Participants with any of the following will not be eligible for participation in this study:

• Participants who are receiving any other investigational concurrent anticancer treatment (chemotherapy, radiotherapy, immunotherapy, cytokine therapy except erythropoietin) at the time of enrollment except for disease specific appropriate hormonal therapies (e.g., ADT for prostate cancer, anti-estrogen for breast cancer, somatostatin analogue for neuroendocrine cancer)
• Concurrent use of systemic steroids (within 10 days of enrollment) will be excluded, except for physiologic doses of systemic steroid replacement or local (topical, nasal, or inhaled) steroid use. Limited doses of systemic steroids (e.g., in participants with exacerations of reactive airway disease) must have completed at least 10 days prior to enrollment. Steroid use to prevent IV contrast allergic reaction or anaphylaxis in participants who have known contrast allergies is allowed at any time prior to enrollment.
• Participants who have previously received rIL-12
• Acquired immune defects such as HIV or innate immunodeficiency because this agent requires an intact immune system. In addition, these participants are at increased risk of lethal infections when treated with marrow-altering therapy.
• Systemic autoimmune disease (e.g., lupus erythematosus, rheumatoid arthritis, Addison s disease, autoimmune disease associated with lymphoma).
• History of organ transplant.
• History of or active inflammatory bowel disease (e.g., Crohn s disease, ulcerative colitis).
• Chronic infections (e.g., hepatitis B or C, tuberculosis).
• Known hypersensitivity or allergic reactions attributed to any compounds of similar chemical or biologic composition to the study medication, such as recombinant IL-12 or other monoclonal antibodies
• Known hypersensitivity to methotrexate
• History of brain metastases because of the poor prognosis of participants with brain metastases and because they often develop progressive neurologic dysfunction that would confound the evaluation of neurologic and other adverse events.

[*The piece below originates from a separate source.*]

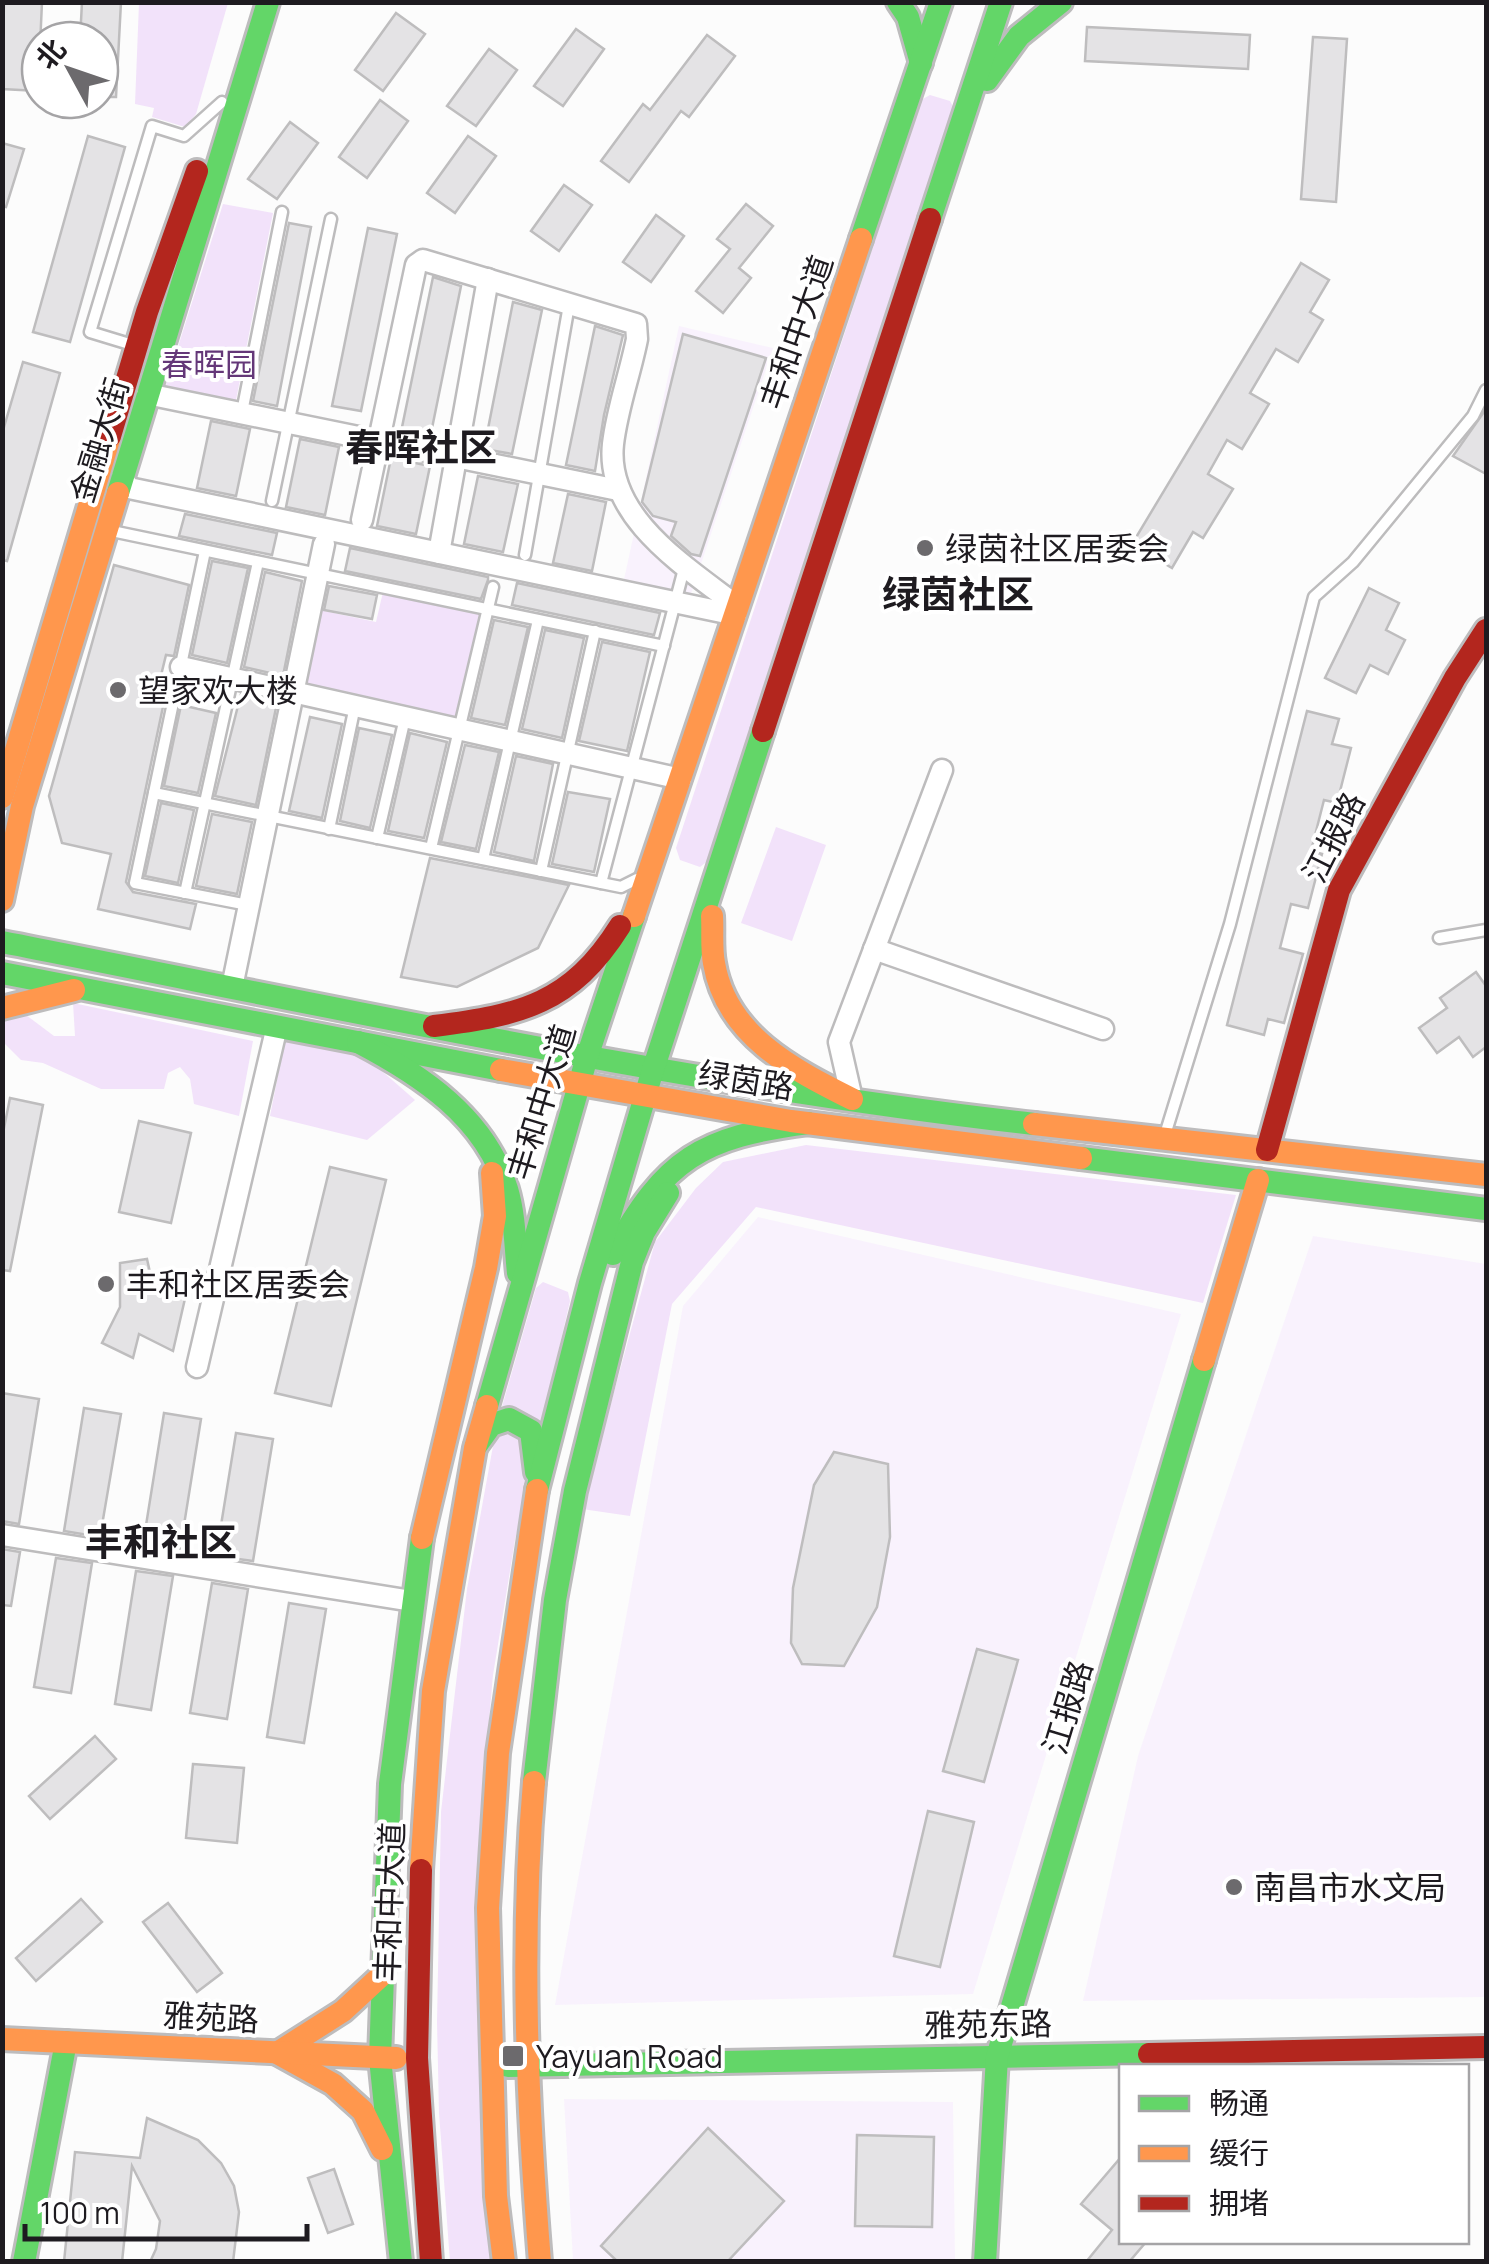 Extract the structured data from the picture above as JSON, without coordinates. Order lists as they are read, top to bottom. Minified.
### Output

• Clinically significant (i.e., active) cardiovascular disease: cerebral vascular accident/stroke < 6 months prior to enrollment, myocardial infarction < 6 months prior to enrollment, unstable angina, congestive heart failure (greater than or equal to NYHA III) or serious cardiac arrhythmia requiring medication.

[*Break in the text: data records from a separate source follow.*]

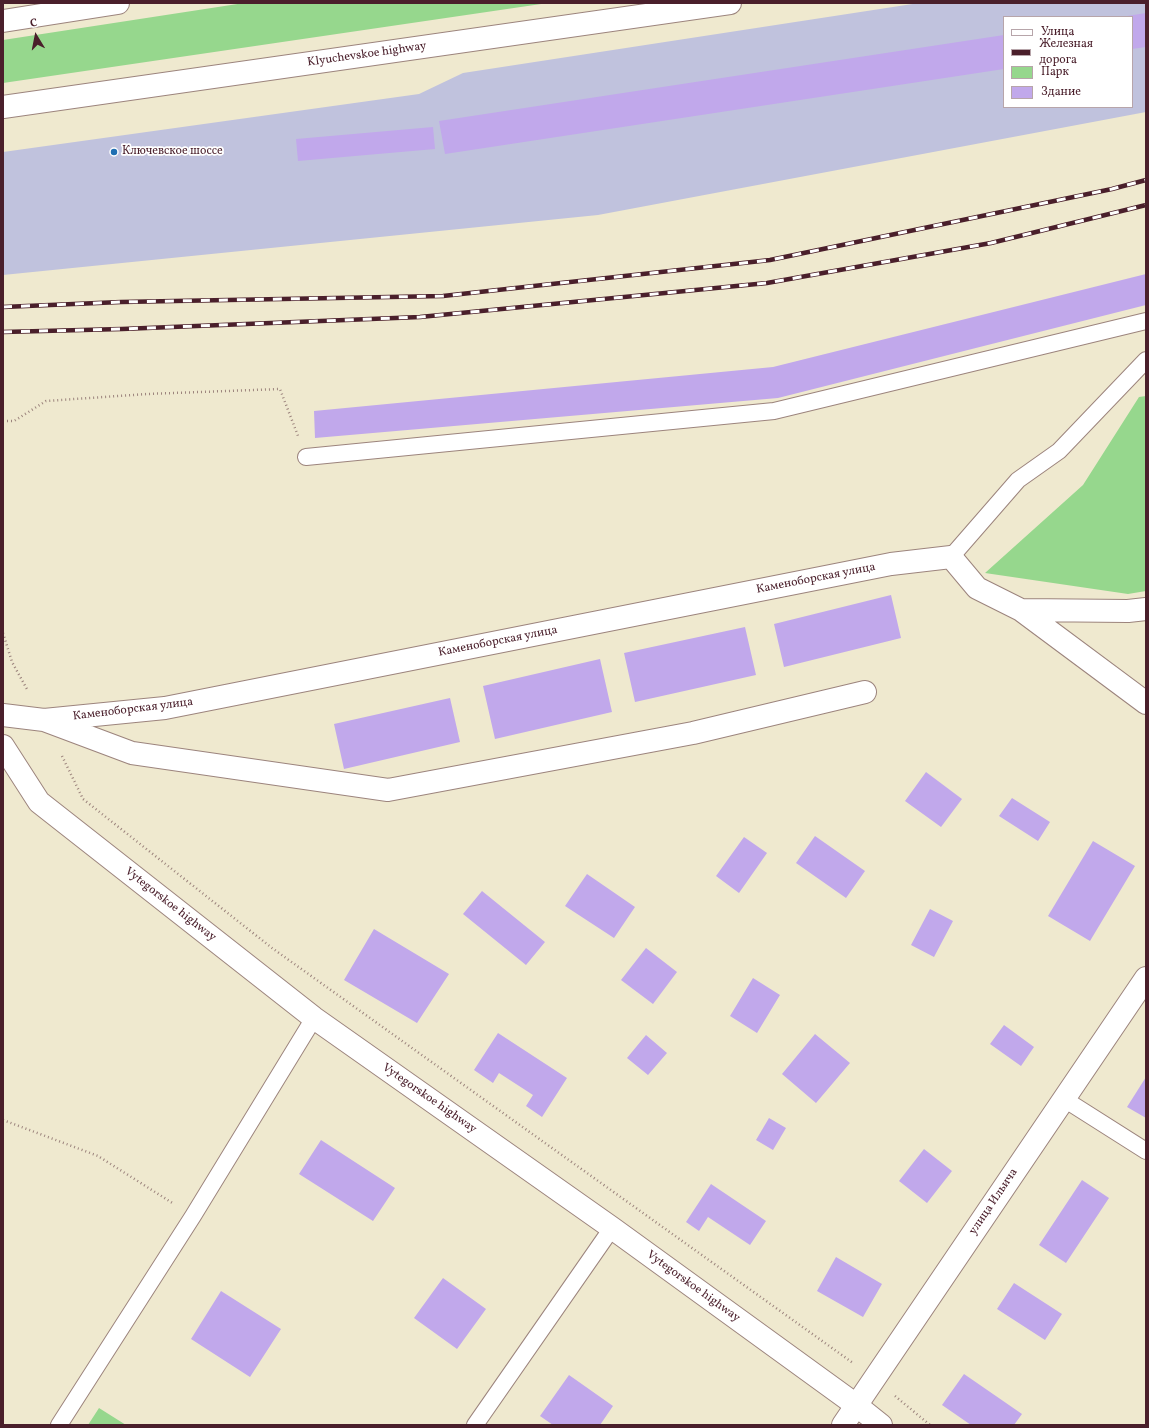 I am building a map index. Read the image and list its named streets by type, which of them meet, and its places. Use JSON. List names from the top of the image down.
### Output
{
  "streets": {
    "street": [
      "Klyuchevskoe highway",
      "Каменоборская улица",
      "Vytegorskoe highway",
      "улица Ильича"
    ]
  },
  "crossings": [
    ["Vytegorskoe highway", "улица Ильича"]
  ],
  "places": ["Ключевское шоссе"],
  "legend": [
    "Улица",
    "Железная дорога",
    "Парк",
    "Здание"
  ],
  "north": "top"
}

• Pulmonary disease which, in the opinion of the investigator, may impair the patient s respiratory tolerance to moderate pulmonary fluid overload (e.g., interstitial lung disease, severe chronic obstructive pulmonary disease).
• All conditions associated with significant necrosis of nontumor-bearing tissues: esophageal or gastroduodenal ulcers < 6 months prior to enrollment, organ infarction < 6 months prior to enrollment, or active ischemic bowel disease.
• Presence of medically significant third space fluid (symptomatic pericardial effusion, ascites or pleural effusion requiring repetitive paracentesis).
• History of active alcohol or drug abuse.
• Any significant disease that, in the opinion of the investigator, may impair the patient s tolerance of study treatment.
• Significant dementia, altered mental status, or any psychiatric condition that would prohibit the understanding or rendering of informed consent.
• Pregnancy (absence to be confirmed by beta-human chorionic gonadotropin test) or lactation.
• Pleural effusion as the only evidence of metastatic disease.

• Expansion Cohorts only

  • Participants must have measurable disease, defined as at least one lesion that can be accurately measured as greater than or equal to 5 times 5 mm.